Research output: Contribution to journalArticlepeer-review

46 Scopus citations

Abstract

We investigated the molecular mechanisms of sodium vanadate (vanadate)-induced nitric oxide (NO) production. Exposure of bovine lung microvascular cells (BLMVEC) to vanadate increased the release of biologically active NO in endothelium/smooth muscle cocultures, as measured by the accumulation of its surrogate marker, cGMP. This release was sensitive to NO synthase (NOS) inhibition and was greater than that observed with ionomycin. Although calcium chelators (BAPTA, EGTA) inhibited basal and ionomycin-induced NO production, they failed to inhibit vanadate-induced NO release. Moreover, in the absence of calcium/calmodulin, cell lysates from vanadate-treated cells exhibited greater NOS activity compared with control cells. Vanadate activates the phosphoinositide3-kinase (P13-K)/Akt pathway, which is known to increase endothelial NOS (eNOS) activity by direct phosphorylation of Ser-1179. Treatment of BLMVEC with vanadate resulted in phosphorylation of both Akt and endothelial NOS. In addition, wortmannin, a P13-K inhibitor, blocked both the vanadate-induced phosphorylation of eNOS and the increase in cGMP accumulation. Similarly, adenovirus-mediated gene transfer of an activation deficient form of Akt (AA-Akt) blocked the release of NO brought about by vanadate. To further investigate the mechanism of action of vanadate, eNOS was immunoprecipitated and its association with proteins that alter eNOS activity was tested.

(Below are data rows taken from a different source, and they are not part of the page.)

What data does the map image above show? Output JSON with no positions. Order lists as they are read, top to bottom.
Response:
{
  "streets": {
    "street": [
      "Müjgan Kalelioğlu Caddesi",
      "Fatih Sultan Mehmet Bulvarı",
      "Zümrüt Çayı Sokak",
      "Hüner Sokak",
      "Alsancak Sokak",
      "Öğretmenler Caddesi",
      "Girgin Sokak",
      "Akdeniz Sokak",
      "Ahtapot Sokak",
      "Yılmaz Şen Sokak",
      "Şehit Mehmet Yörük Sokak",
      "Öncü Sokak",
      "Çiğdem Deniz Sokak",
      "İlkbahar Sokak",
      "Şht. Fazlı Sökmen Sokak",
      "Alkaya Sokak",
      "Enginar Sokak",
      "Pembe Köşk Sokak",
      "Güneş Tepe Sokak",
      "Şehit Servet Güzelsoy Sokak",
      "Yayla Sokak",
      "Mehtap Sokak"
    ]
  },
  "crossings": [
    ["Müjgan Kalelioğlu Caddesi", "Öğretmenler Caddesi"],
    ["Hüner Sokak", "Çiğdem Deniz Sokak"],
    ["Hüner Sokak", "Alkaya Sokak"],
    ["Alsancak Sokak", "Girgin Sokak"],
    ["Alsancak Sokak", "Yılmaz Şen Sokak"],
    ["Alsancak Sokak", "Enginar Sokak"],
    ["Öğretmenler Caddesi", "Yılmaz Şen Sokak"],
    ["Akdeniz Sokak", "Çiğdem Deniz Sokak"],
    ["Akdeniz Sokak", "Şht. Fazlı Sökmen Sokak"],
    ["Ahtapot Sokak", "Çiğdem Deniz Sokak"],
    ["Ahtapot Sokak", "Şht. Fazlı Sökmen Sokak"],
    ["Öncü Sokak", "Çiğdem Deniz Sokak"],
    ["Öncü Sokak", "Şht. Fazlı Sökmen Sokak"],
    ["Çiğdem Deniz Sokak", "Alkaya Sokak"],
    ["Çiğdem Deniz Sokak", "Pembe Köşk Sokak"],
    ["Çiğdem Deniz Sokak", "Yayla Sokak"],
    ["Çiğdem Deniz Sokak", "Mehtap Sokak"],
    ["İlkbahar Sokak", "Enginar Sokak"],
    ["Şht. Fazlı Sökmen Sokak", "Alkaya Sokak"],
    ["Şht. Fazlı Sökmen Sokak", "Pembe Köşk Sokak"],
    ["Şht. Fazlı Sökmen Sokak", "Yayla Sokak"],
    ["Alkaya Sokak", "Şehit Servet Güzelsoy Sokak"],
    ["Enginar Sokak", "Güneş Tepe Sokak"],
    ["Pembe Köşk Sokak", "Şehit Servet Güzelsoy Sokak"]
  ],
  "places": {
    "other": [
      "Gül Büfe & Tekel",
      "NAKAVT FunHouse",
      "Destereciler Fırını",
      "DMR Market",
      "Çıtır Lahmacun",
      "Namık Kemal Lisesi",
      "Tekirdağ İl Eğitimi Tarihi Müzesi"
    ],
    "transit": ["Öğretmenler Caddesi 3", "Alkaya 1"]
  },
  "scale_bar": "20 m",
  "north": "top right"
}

Immunoblots demonstrated that the eNOS-caveolin interaction remained unaffected by vanadate, whereas vanadate promoted recruitment of the 90-kDa heat shock protein (hsp90) to eNOS. We conclude that vanadate causes NO release via a mechanism that involves Akt-induced eNOS phosphorylation and increased binding of the activator protein hsp90 to eNOS.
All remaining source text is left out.